Input: New feedback form
Since the beginning of 2014, I've been laying the groundwork to rewrite the feedback form that we use on Input.
Today, after a lot of work, we pushed out the new form! Just in time for Firefox 34 release.
This blog post covers the circumstances of the rewrite.
Why?
In 2011, James, Mike and I rewrote Input from the ground up. In order to reduce the amount of time it took to do that rewrite, we copied a lot of the existing forms and styles including the feedback forms. At that time, there were two: one for desktop and one for mobile. In order to avoid a translation round, we kept all the original strings of the two forms. The word "Firefox" was hardcoded in the strings, but that was fine since at the time Input only collected feedback for Firefox.
In 2013, in order to reduce complexity on the site because there's only one developer (me), I merged the desktop and mobile forms into one form. In order to avoid a translation round, I continued to keep the original strings. The wording became awkward and the flow through the form wasn't very smooth. Further, the form wasn't responsive at all, so it worked ok on desktop machines, but mediocre on other viewport sizes.
2014 rolled around and it was clear Input was going to need to branch out into capturing feedback for multiple products---some of which were not Firefox. The form made this difficult.
Related, the smoketest framework I wrote in 2014 struggled with testing the form accurately. I spent some time tweaking it, but a simpler form would make smoketesting a lot easier and less flakey.
Thus over the course of 3 years, we had accumulated the following problems:
The flow through the form felt awkward, instructions weren't clear and information about what data would be public and what data would be private wasn't clear.
Strings had "Firefox" hardcoded and wouldn't support multiple products.
The form wasn't responsive and looked/behaved poorly in a variety of situations.
The form never worked in right-to-left languages and possibly had other accessibility issues.
The architecture didn't let us experiment with the form---tweaking the wording, switching to a more granular gradient of sentiment, capturing other data, etc.
Further, we were seeing many instances of people putting contact information in the description field and there was a significant amount of dropoff.
I had accrued the following theories:
Since the email address is on the third card, users would put their email address in the description field because they didn't know they could leave their contact information later.
Having two cards would reduce the amount of drop-off and unfinished forms than three cards.
Having simpler instruction text would reduce the amount of drop-off.
Anyhow, it was due for an overhaul.
So what's changed?
I've been working on the overhaul for most of 2014, but did the bulk of the work in October and November.

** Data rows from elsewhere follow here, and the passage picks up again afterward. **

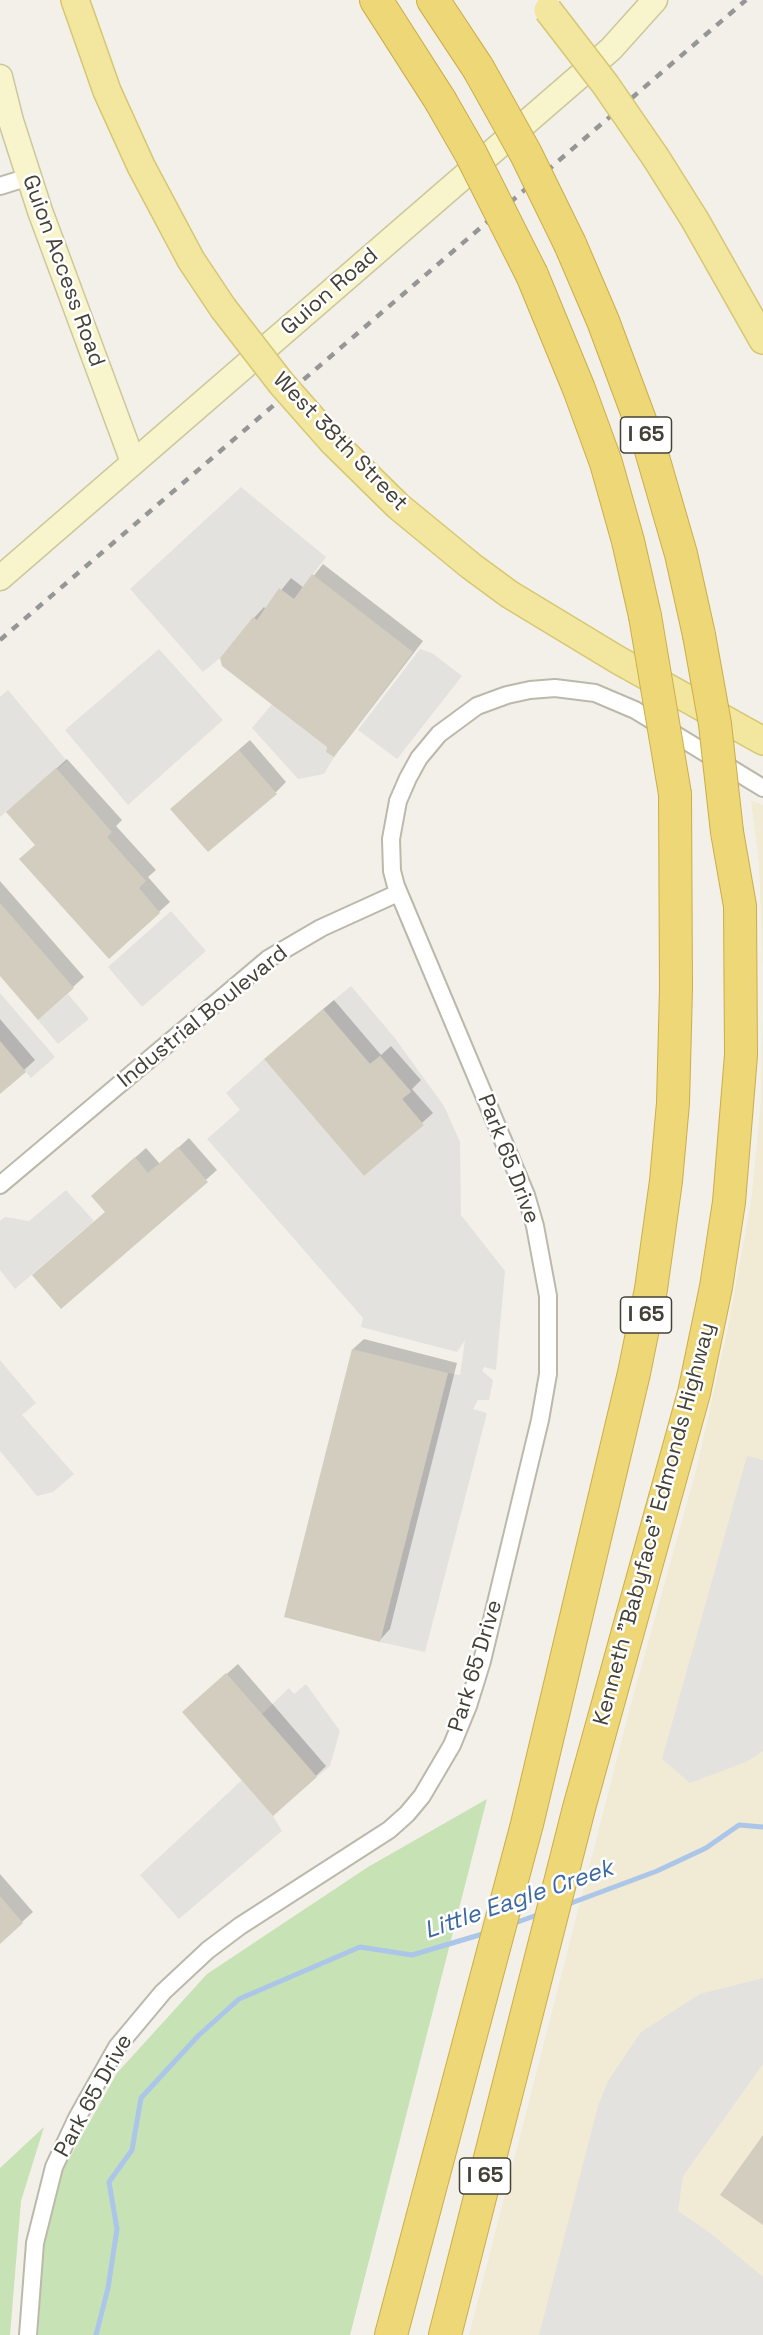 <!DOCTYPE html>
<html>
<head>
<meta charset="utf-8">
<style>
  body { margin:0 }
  canvas { display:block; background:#f2f0e8 }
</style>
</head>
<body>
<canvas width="763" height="2335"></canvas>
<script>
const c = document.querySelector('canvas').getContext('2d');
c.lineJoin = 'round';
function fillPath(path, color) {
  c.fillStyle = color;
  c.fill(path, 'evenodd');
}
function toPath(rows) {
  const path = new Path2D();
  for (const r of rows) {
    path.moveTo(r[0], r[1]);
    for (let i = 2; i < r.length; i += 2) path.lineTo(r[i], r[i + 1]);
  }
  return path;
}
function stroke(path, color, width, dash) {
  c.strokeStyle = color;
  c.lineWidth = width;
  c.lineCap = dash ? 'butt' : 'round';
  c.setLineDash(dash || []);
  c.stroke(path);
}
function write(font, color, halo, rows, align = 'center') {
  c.font = font + ' "Space Grotesk",sans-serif';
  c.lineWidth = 5;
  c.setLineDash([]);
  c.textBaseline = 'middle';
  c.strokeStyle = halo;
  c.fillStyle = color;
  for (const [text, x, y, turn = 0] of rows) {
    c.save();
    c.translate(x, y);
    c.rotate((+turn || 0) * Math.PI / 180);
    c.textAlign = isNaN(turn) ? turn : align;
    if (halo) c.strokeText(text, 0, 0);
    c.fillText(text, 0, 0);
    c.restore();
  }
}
fillPath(toPath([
  [751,800,763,805,763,965,759,864],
  [763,1011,763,2335,469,2335,631,1704,697,1467,728,1327,751,1202,761,1100]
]), '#f1ead5');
fillPath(toPath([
  [487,1799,350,2335,38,2335,44,2230,60,2175,117,2073,207,1974,368,1867],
  [44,2127,21,2201,10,2335,0,2335,0,2168]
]), '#c7e2b5');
fillPath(toPath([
  [241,487,326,557,294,599,279,588,257,620,253,617,220,658,203,672,130,589],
  [159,649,223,720,128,805,65,730],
  [420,649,432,653,462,676,397,759,358,730],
  [8,690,67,761,0,817,0,697],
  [272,704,327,747,326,752,334,757,324,774,298,779,252,728],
  [171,911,206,951,142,1007,108,967],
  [351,986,394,1037,444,1106,460,1142,461,1215,505,1271,496,1370,484,1367,482,1371,493,1380,489,1400,478,1400,473,1409,487,1413,425,1652,380,1642,448,1373,460,1375,465,1340,457,1352,361,1327,363,1318,207,1139,240,1110,226,1093,264,1059,364,1176,424,1125,402,1099,411,1091,380,1056,370,1064,323,1009],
  [0,993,55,1057,31,1078,0,1041],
  [68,994,89,1019,58,1044,38,1020],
  [66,1190,94,1221,15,1289,0,1270,0,1221,5,1217,29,1221],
  [0,1360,36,1403,22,1415,74,1474,53,1492,37,1496,0,1451],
  [747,1456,763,1460,763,1751,746,1762,690,1783,662,1759],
  [306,1684,340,1731,330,1766,317,1777,262,1714,289,1688,294,1694],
  [242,1780,273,1816,282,1831,179,1919,140,1875],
  [763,1978,763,2064,683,2176,678,2211,710,2233,763,2277,763,2335,539,2335,598,2106,608,2081,641,2032,700,1994]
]), '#e4e2df');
fillPath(toPath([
  [323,564,423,641,344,744,334,755,329,746,222,659,254,618,264,607,266,609,291,578,304,588],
  [250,740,286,782,276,792,183,798],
  [67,759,122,820,116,826,156,870,148,877,170,902,109,957,36,844,19,802],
  [0,881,84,977,39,1018,0,974],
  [334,1000,381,1055,391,1046,421,1080,412,1089,433,1113,365,1174,276,1049],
  [0,1019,35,1060,0,1092],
  [189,1138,217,1170,62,1307,107,1211,104,1185,146,1148,160,1164],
  [364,1339,457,1363,390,1629,380,1640,353,1349],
  [238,1664,326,1766,316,1776,195,1702],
  [0,1874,33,1912,0,1942]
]), '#0003');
stroke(toPath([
  [566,1905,657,1871,706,1848,739,1825,763,1827],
  [512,1924,540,1914],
  [96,2335,108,2288,117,2229,109,2182,132,2150,141,2098,198,2036,239,1999,360,1947,412,1955,486,1933]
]), '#abc6e8', 5);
fillPath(toPath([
  [312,574,413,652,334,757,326,752,327,747,222,666,220,658,253,617,257,620,279,588,294,599],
  [239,750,277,794,208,852,170,809],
  [56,768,112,832,107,837,146,881,139,888,160,913,109,959,19,859,35,845,6,812],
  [0,903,74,988,38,1020,0,976],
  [323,1009,370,1064,380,1056,411,1092,402,1099,424,1125,364,1176,264,1059],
  [0,1041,26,1072,0,1094],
  [178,1147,208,1182,61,1309,32,1275,105,1212,91,1196,135,1157,148,1173],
  [352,1349,448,1373,380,1642,284,1617],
  [226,1673,317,1777,273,1816,182,1712],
  [0,1896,23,1923,0,1944],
  [763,2135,763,2225,720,2195]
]), '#d2cdbe');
const street = toPath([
  [0,186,29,177],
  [0,1185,268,959,321,928,398,893],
  [28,2335,35,2243,54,2167,77,2118,117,2047,163,1992,208,1950,240,1926,389,1830,407,1814,422,1796,452,1745,468,1706,482,1661,540,1420,548,1374,548,1296,535,1226,526,1195,396,886,392,871,391,839,398,801,408,778,419,758,439,734,477,706,507,695,530,690,555,688,595,693,635,710,763,788]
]);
const secondary = toPath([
  [0,77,11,121,40,211,133,462],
  [0,578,611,49,655,0]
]);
const primary = toPath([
  [75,0,107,91,141,166,191,260,223,308],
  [656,158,695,220,763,340],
  [333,442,398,506,471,566,509,594,618,660,763,741]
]);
const highway = toPath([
  [376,0,440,100],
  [433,0,478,68],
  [570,244,603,321,650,447,681,554,699,635],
  [532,275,579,389,606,463,628,541,645,616],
  [391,2335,527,1824,634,1373,651,1289,666,1181,673,1103,676,989,675,794],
  [445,2335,579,1808,694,1393,716,1287,729,1202,741,1055,740,906,727,832]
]);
stroke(street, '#bcb9ab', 20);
stroke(secondary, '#ccc79c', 27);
stroke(primary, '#d6c772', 30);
stroke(highway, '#ccae48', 34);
stroke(street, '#fff', 16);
stroke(secondary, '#f8f4cb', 24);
stroke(primary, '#f3e7a0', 27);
stroke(highway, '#eed777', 32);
stroke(toPath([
  [0,640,746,0]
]), '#969696', 4.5, [8, 8]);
const primaryBridge = toPath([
  [548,10,605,84,656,158],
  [223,308,281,383,333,442]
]);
const highwayBridge = toPath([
  [478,68,526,154,570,244],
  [440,100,471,154,532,275],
  [645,616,675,794],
  [699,635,715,724,727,832]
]);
stroke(primaryBridge, '#d6c772', 30, []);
stroke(highwayBridge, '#ccae48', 34, []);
stroke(primaryBridge, '#f3e7a0', 27);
stroke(highwayBridge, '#eed777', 32);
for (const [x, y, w] of [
  [646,435,51],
  [646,1315,51],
  [485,2176,51]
]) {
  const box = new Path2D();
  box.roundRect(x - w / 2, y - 18, w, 36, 4.5);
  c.fillStyle = '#fff';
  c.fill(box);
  stroke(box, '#444137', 1.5);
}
write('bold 21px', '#444137', null, [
  ["I 65",646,435],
  ["I 65",646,1315],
  ["I 65",485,2176]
]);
write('22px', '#444137', '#fff', [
  ["Guion Access Road",63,271,70],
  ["Guion Road",330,292,-41],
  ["West 38th Street",340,442,46],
  ["Industrial Boulevard",203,1017,-39],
  ["Park 65 Drive",508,1159,69],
  ["Kenneth \"Babyface\" Edmonds Highway",655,1524,-75],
  ["Park 65 Drive",476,1666,-73],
  ["Park 65 Drive",94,2096,-61]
]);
write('italic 24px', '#3c69a4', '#fff', [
  ["Little Eagle Creek",519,1900,-19]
]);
</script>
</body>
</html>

It has the following changes:
The new form is shorter and clearer text-wise and design-wise.
It consists of two cards: one for capturing sentiment and one for capturing details about that sentiment.
It clearly delineates data that will be public from data that will be kept private.
It works with LTR and RTL languages (If that's not true, please open a bug.)
It fixes some accessibility issues. (If you find any, please open a bug.)
It uses responsive design, mobile first. Thus it was designed for mobile devices and then scaled to desktop-sized viewports.
It's smaller in kb size and requires fewer HTTP requests.
It's got a better architecture for future development.
It doesn't have "Firefox" hardcoded anymore.
It's simpler so the smoketests work reliably now.
Going forward
The old and new forms were instrumented in various ways, so we'll be able to analyze differences between the two. Particularly, we'll be able to see if the new form performs worse.
Further, I'll be checking the data to see if my theories hold true especially the one regarding why people put contact data in the description.
There are a few changes in the queue that we want to make over the course of the next 6 months. Now that the new form has landed, we can start working on those.
Even if there are problems with the new form, we're in a much better position to fix them than we were before. Progress has been made!
Take a moment---try out the form and tell us YOUR feedback
Have you ever submitted feedback? Have you ever told Mozilla what you like and don't like about Firefox?
Take a moment and fill out the feedback form and tell us how you feel about Firefox.
Update: 1/18/2021: Input was decommissioned, so this doesn't work anymore.
Thanks, etc
I've been doing web development since 1997 or so. I did a lot of frontend work back then, but I haven't done anything serious frontend-wise in the last 5 years. Thus this was a big project for me.
I had a lot of help: Ricky, Mike and Rehan from the SUMO Engineering team were invaluable reviewing code, helping me fix issues and giving me a huge corpus of examples to learn from; Matt, Gregg, Tyler, Ilana, Robert and Cheng from the User Advocacy team who spent a lot of time smoothing out the rough edges of the new form so it captures the data we need; Schalk who wrote the product picker which I later tweaked; Matej who spent time proof-reading the strings to make sure they were consistent and felt good; the QA team which wrote the code that I copied and absorbed into the current Input smoketests; and the people who translated the user interface strings (and found a bunch of issues) making it possible for people to see this form in their language.